About this exercise –
Each line of the data below that contains "aside" must be copied.

Source information –
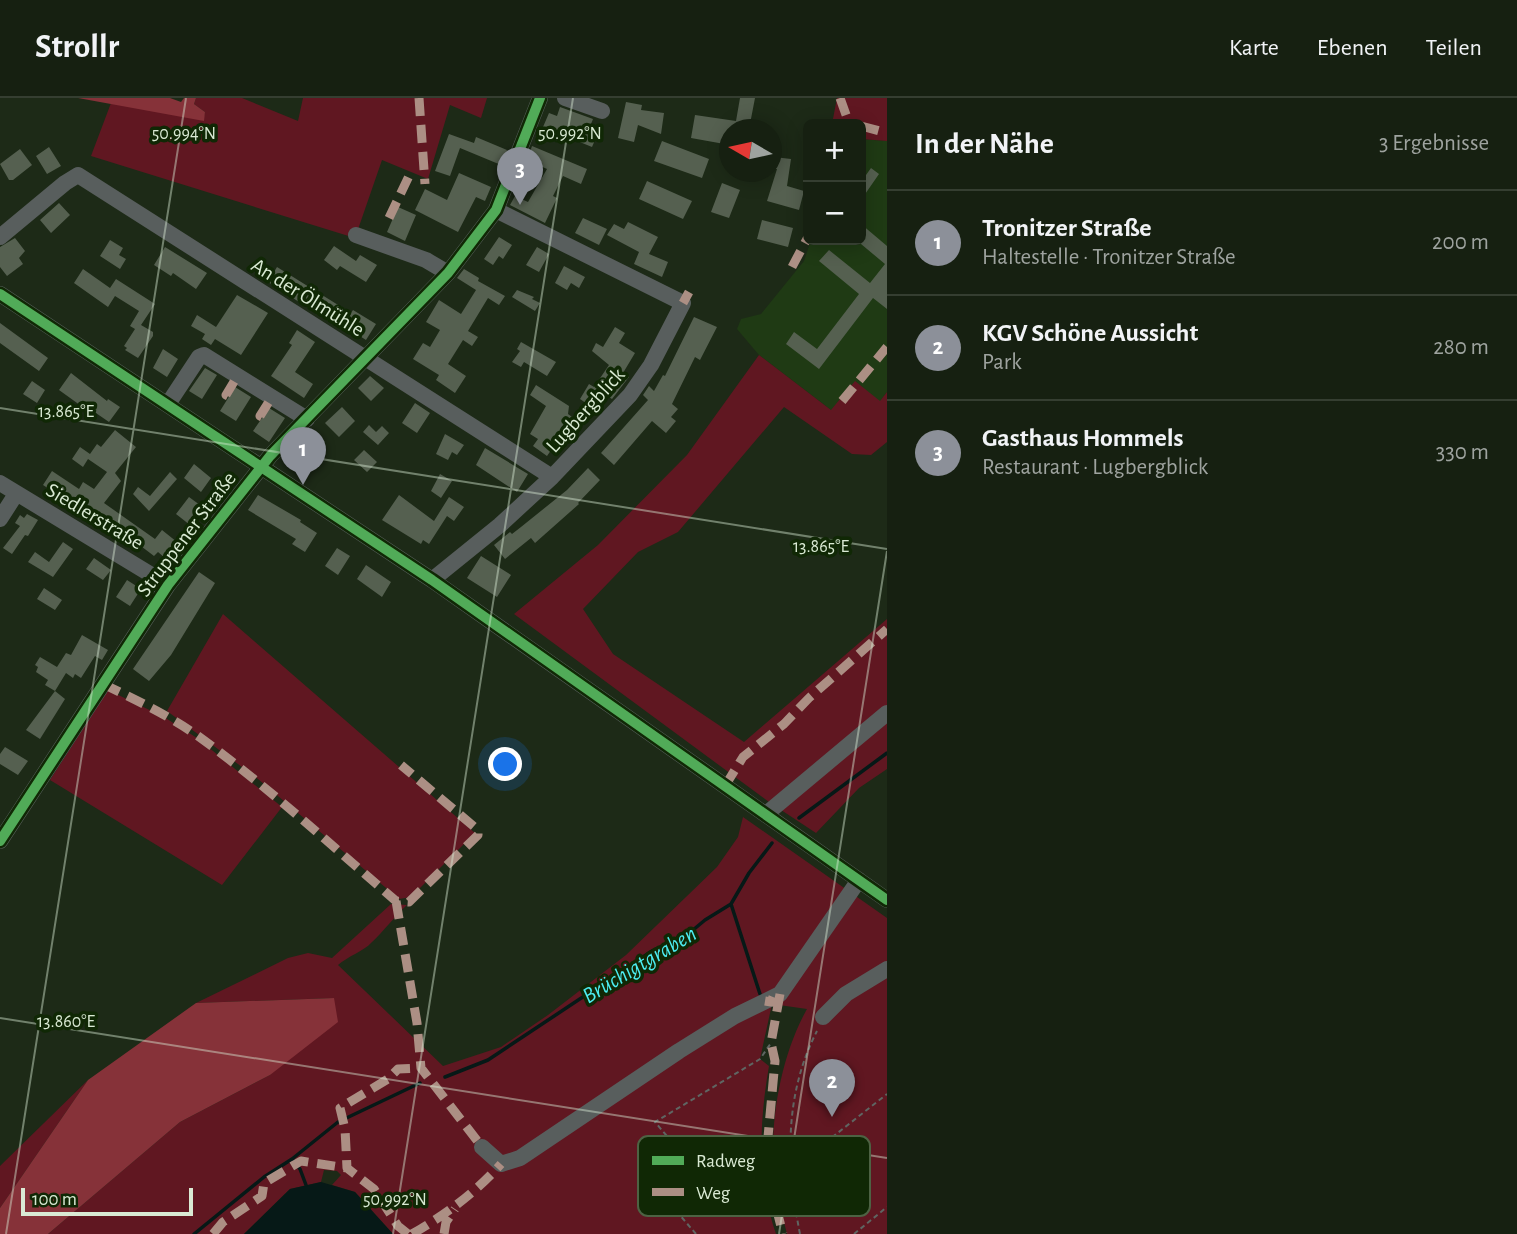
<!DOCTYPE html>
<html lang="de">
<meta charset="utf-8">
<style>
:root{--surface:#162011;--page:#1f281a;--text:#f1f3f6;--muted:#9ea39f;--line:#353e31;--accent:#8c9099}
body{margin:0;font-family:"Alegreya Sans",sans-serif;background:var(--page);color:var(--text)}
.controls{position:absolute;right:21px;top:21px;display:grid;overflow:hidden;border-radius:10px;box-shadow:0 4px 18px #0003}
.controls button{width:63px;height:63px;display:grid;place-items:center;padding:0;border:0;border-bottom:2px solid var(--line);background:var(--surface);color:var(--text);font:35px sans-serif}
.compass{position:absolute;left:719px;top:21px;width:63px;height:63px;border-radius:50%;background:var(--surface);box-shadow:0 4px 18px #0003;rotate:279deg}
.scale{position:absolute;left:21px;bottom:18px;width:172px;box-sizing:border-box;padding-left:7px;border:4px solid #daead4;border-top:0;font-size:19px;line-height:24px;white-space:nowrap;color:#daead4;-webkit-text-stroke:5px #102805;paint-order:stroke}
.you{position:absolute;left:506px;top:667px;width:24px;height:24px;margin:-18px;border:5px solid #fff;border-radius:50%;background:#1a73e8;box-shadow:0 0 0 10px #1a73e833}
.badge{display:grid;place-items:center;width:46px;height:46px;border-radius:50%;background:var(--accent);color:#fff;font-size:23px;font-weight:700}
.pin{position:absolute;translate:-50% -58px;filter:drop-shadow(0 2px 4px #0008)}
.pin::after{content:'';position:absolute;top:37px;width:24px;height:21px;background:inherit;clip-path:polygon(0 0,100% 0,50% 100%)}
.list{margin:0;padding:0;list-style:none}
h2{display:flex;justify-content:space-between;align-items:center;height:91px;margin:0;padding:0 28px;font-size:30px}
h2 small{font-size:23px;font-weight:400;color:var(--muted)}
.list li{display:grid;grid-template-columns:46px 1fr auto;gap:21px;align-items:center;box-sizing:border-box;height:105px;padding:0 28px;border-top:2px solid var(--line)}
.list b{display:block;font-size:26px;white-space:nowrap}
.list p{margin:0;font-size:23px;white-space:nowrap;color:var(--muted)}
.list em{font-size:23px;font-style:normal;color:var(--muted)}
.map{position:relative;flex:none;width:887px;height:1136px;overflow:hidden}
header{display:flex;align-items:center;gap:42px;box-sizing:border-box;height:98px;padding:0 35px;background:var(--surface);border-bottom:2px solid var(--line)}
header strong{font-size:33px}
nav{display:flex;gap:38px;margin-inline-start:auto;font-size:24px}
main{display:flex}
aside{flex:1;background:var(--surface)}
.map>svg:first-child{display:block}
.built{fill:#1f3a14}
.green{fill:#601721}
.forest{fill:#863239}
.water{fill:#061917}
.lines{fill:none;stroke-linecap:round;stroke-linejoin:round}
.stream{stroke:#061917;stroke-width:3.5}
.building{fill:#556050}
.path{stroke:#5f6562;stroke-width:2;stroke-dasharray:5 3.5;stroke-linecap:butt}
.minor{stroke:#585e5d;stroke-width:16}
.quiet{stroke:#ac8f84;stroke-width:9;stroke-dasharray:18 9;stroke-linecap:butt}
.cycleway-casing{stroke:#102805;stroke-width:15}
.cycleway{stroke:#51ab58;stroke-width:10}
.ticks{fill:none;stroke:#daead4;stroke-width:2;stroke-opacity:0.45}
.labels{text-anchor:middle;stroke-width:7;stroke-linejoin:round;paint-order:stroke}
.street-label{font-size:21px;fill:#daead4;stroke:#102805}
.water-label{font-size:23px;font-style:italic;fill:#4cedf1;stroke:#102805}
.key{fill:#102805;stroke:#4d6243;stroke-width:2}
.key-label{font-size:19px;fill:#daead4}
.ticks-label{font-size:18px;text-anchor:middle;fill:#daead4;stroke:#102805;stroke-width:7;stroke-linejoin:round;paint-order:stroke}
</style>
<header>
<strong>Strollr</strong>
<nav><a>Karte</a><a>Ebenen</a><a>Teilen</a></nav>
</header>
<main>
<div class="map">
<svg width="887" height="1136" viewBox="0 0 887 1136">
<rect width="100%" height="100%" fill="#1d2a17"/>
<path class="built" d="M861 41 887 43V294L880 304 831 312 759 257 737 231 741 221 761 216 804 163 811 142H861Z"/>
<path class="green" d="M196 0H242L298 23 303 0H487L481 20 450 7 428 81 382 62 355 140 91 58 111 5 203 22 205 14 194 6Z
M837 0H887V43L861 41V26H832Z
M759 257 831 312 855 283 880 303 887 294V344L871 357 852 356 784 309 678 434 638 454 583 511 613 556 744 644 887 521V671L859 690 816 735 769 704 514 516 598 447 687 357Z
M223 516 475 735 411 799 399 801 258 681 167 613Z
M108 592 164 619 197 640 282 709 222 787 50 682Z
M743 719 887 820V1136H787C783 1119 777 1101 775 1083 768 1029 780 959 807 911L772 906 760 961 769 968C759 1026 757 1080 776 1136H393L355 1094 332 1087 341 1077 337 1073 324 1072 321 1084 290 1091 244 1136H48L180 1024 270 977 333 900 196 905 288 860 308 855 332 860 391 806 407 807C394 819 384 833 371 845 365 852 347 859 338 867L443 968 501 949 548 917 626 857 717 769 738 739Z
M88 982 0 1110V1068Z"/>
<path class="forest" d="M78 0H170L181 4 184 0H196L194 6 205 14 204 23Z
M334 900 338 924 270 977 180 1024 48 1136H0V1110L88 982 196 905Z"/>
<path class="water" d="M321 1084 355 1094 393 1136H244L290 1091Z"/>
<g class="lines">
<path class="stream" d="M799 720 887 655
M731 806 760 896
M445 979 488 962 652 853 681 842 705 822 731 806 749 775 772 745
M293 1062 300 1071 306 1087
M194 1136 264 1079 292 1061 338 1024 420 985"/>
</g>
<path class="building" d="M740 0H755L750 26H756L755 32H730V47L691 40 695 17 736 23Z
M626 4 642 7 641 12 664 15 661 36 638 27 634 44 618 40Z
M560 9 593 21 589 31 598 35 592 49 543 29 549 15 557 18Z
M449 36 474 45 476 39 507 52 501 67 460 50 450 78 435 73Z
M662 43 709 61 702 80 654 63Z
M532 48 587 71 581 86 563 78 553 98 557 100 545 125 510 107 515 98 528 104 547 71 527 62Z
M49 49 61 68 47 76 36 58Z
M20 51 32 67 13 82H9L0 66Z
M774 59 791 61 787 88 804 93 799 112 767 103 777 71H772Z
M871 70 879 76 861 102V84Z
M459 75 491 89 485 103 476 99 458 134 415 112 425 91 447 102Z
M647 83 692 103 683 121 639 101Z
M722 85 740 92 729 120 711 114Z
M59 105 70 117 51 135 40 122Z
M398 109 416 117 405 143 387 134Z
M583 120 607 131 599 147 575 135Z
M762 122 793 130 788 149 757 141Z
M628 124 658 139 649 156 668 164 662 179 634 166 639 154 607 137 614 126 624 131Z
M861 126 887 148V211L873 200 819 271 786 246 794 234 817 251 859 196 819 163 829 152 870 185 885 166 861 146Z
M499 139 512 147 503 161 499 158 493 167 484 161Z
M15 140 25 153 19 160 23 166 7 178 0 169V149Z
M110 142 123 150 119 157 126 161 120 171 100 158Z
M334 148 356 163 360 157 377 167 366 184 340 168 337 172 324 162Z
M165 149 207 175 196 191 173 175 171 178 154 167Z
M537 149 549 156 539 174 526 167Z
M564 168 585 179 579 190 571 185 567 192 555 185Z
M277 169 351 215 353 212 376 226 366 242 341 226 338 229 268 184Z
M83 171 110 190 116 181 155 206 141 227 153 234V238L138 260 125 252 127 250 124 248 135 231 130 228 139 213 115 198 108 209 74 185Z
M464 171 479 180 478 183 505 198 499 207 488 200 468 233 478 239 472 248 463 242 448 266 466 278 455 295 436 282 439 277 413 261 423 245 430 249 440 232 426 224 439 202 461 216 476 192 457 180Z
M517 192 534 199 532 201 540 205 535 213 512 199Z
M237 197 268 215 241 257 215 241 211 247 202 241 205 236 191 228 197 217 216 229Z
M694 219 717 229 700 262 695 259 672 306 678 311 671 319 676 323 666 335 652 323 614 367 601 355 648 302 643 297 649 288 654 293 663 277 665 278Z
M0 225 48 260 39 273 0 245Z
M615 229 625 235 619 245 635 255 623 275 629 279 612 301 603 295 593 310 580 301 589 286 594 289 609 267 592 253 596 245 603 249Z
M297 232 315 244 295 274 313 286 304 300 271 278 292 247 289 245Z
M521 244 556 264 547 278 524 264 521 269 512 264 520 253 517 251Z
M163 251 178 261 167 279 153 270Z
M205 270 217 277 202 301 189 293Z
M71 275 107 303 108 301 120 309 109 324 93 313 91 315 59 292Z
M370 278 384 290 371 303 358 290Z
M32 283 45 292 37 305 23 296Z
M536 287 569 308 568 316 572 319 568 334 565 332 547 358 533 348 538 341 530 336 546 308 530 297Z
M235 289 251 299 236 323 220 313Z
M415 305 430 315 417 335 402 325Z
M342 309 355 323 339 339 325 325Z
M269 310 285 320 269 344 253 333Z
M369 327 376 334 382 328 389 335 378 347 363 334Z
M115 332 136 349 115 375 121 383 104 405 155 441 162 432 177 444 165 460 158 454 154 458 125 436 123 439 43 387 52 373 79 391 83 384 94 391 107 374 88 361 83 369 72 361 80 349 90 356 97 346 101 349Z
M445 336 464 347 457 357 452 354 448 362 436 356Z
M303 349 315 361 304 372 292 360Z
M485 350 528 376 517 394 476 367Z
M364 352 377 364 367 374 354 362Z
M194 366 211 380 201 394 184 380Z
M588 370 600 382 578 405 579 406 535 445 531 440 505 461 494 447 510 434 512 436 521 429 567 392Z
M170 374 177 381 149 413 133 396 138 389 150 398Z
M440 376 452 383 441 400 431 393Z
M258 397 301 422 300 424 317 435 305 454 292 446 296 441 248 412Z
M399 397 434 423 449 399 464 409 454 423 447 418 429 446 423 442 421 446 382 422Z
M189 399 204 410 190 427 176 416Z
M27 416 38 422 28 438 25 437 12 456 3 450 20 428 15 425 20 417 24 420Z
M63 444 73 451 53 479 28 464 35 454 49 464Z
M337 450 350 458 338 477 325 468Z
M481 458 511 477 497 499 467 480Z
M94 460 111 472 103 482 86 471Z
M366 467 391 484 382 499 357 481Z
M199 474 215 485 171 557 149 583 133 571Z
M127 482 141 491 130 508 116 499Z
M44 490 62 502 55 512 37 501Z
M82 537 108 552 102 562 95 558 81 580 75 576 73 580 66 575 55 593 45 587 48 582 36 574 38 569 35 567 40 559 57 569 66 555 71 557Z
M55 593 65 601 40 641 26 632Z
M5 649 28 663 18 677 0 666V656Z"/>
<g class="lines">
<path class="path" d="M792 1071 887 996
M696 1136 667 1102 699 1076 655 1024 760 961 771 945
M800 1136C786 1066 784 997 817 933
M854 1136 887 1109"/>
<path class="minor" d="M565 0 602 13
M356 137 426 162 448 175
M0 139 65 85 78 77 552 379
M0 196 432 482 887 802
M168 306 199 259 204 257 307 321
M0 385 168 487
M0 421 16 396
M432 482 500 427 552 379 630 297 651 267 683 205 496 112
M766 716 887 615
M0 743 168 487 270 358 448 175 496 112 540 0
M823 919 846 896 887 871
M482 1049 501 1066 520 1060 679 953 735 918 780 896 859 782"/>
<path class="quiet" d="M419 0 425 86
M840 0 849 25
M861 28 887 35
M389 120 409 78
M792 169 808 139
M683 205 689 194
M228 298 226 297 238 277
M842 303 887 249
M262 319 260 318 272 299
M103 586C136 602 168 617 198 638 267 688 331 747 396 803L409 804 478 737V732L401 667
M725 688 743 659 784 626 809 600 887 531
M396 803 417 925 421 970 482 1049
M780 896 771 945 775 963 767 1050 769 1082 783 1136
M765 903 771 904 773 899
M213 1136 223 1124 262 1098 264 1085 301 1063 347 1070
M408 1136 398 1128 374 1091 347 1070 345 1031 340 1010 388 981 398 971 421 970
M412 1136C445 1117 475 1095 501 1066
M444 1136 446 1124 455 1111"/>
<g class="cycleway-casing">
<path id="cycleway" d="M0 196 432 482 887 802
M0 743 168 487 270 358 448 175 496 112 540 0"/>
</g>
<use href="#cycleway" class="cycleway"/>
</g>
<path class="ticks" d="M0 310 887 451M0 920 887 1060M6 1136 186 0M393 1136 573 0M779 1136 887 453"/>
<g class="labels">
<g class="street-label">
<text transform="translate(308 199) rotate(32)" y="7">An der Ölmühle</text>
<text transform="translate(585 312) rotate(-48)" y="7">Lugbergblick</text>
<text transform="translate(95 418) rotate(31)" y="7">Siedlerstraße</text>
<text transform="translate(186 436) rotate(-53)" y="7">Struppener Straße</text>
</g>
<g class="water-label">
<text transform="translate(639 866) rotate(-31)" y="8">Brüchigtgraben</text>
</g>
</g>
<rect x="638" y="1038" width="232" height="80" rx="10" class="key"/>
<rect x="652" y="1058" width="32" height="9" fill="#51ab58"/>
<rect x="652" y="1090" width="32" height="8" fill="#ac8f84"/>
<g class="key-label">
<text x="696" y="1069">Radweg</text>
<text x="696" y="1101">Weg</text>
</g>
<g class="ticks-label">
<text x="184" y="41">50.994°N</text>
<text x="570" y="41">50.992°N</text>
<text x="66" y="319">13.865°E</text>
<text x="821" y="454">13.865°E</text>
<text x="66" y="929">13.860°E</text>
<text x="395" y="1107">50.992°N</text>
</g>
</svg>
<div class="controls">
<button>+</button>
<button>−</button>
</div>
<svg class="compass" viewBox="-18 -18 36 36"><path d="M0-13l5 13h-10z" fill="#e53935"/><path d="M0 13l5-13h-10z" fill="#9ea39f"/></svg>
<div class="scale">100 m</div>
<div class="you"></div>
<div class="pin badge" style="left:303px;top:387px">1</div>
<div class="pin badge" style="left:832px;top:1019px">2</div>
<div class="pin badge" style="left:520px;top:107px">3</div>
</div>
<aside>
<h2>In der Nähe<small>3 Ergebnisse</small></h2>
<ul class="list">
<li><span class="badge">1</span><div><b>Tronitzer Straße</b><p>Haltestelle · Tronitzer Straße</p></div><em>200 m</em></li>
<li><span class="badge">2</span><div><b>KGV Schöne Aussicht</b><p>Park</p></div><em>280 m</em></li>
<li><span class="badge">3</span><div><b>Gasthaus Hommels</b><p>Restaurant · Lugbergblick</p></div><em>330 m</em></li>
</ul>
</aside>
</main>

Exercise result –
aside{flex:1;background:var(--surface)}
<aside>
</aside>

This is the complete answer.